A Lei de Estrangeiros passou a prever uma autorização de residência a conceder a todas as pessoas envolvidas em processos de deslocalização de empresas para Portugal.

As novas regras do  regime jurídico de entrada, permanência, saída e afastamento de estrangeiros do território nacional entram em vigor a 26 de novembro.

Regime especial para deslocalização de empresas

A partir de 26 de novemvro pode ser concedida autorização de residência aos titulares, administradores ou trabalhadores de empresas que fixem em território nacional a sua sede ou estabelecimento, seja principal ou secundário.

Devem ser empresas sediadas ou com estabelecimento (principal ou secundário) num Estado do Espaço Económico Europeu (EEE) ou noutro Estado que venha a ser definido pelo Governo.

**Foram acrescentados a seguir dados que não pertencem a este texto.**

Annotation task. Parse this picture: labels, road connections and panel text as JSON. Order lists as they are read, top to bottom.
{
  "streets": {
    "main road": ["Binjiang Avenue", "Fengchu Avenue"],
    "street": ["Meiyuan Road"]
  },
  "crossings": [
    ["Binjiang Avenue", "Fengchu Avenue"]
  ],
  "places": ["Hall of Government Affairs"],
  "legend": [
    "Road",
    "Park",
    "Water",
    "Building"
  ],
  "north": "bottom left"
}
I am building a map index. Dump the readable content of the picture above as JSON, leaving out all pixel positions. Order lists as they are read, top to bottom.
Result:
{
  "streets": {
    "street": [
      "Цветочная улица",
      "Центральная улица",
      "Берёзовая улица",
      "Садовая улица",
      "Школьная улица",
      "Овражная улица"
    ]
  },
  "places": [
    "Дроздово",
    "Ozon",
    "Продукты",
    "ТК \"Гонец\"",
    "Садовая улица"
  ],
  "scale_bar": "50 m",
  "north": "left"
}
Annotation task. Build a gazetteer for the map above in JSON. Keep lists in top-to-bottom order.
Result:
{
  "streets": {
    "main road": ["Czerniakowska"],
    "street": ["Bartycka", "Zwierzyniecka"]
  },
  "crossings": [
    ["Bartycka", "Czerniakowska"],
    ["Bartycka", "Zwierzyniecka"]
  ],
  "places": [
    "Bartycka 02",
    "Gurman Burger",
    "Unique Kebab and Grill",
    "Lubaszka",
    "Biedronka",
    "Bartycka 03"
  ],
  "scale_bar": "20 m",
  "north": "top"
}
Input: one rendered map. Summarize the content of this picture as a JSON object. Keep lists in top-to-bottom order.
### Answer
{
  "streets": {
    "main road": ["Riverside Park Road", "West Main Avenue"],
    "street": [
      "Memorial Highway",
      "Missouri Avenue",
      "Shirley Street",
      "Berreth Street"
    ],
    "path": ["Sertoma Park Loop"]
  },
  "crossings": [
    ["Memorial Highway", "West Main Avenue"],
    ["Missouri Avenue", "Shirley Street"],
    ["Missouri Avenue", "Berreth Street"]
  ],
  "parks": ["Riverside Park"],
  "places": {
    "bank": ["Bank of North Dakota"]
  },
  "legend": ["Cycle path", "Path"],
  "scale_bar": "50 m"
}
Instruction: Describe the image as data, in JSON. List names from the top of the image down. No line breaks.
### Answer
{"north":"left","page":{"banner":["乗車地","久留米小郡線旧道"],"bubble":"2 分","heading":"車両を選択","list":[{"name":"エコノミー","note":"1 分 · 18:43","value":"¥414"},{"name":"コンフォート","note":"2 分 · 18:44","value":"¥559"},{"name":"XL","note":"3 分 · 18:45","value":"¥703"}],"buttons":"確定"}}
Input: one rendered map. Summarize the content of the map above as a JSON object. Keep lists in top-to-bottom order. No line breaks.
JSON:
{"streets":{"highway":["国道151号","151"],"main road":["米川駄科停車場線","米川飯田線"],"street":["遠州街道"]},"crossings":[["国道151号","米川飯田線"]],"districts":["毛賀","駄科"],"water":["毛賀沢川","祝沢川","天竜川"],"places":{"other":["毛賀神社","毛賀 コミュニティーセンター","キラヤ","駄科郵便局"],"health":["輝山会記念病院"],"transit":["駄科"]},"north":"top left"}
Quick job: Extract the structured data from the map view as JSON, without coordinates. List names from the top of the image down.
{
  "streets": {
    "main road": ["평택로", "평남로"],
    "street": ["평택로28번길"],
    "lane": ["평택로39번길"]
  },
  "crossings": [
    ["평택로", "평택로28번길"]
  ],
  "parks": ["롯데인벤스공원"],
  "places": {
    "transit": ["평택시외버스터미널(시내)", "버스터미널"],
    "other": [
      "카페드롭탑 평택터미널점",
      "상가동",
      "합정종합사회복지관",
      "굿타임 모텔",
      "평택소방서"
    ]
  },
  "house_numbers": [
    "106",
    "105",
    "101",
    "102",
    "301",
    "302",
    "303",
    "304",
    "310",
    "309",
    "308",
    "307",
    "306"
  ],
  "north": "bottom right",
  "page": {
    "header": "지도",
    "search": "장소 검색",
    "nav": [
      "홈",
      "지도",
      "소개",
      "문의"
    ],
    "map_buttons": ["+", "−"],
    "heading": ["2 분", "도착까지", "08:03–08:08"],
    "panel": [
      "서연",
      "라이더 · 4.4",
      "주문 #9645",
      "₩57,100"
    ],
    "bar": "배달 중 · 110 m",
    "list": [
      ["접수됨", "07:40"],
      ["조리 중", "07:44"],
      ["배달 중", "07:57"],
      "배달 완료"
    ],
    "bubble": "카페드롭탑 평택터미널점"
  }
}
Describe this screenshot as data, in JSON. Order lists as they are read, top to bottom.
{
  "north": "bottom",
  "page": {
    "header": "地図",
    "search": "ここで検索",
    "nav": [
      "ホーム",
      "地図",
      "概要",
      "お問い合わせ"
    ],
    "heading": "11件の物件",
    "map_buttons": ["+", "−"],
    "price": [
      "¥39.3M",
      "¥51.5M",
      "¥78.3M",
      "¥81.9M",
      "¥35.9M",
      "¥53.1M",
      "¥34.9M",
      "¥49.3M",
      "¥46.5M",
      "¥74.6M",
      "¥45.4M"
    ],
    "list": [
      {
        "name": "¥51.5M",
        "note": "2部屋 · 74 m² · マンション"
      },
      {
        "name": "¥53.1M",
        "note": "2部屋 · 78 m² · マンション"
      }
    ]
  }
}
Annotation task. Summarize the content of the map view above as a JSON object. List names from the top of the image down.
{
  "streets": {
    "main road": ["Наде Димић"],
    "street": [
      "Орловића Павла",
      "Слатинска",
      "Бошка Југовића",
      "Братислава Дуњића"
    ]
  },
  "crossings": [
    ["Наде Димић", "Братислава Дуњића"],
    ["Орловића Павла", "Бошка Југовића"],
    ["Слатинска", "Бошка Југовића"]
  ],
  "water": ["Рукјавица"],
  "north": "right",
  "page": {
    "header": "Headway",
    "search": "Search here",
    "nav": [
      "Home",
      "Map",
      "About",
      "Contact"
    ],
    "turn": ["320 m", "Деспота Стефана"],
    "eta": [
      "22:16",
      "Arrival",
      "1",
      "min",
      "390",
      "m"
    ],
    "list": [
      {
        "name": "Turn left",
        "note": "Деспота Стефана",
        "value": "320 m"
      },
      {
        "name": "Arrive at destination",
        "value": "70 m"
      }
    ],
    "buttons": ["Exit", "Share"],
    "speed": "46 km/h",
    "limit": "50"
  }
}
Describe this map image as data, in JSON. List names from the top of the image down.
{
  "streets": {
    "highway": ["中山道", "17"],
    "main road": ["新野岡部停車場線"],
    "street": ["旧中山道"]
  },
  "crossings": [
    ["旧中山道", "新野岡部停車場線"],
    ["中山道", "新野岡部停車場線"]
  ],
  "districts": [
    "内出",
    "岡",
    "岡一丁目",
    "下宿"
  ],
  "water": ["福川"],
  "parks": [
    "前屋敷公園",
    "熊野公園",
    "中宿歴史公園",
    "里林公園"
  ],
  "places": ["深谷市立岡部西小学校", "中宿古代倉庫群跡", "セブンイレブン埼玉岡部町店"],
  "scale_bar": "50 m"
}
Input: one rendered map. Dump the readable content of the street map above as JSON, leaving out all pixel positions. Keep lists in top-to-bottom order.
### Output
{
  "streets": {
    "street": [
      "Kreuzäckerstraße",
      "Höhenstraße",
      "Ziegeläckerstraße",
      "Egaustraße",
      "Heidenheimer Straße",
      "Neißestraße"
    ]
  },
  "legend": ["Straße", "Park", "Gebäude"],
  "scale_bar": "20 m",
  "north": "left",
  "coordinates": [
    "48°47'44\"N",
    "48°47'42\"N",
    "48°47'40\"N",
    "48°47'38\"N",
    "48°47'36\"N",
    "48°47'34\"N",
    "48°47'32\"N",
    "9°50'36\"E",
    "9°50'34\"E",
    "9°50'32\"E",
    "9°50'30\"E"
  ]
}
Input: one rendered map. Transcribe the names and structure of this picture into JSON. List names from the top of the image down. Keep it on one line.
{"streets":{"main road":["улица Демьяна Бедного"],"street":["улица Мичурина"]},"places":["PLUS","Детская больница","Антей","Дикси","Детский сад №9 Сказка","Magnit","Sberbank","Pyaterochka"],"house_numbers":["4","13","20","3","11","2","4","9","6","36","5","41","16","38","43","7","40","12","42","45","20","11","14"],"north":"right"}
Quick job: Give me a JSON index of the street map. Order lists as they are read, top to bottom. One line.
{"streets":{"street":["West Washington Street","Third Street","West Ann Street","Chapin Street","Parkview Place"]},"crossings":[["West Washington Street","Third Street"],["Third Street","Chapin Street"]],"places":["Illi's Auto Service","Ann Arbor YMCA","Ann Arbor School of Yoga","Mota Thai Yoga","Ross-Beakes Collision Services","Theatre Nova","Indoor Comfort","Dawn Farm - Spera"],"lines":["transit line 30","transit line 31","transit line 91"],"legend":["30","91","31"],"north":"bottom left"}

O EEE integra os países da UE mais a Islândia, a Noruega e o Liechtenstein.

Para isso é preciso que preencham as seguintes condições:

  • terem autorização de residência ou título de residência válido num país do EEE onde se situava a sede ou estabelecimento principal ou secundário da empresa;
  • não constituírem ameaça à ordem pública ou à segurança pública; e
  • preencham as seguintes condições:
  • ausência de condenação por crime que em Portugal seja punível com pena privativa de liberdade de duração superior a um ano;
  • não se encontrar no período de interdição de entrada em território nacional, subsequente a uma medida de afastamento do país;
  • ausência de indicação no Sistema de Informação Schengen;
  • ausência de indicação no Sistema Integrado de Informações do SEF para efeitos de não admissão, nos termos da lei.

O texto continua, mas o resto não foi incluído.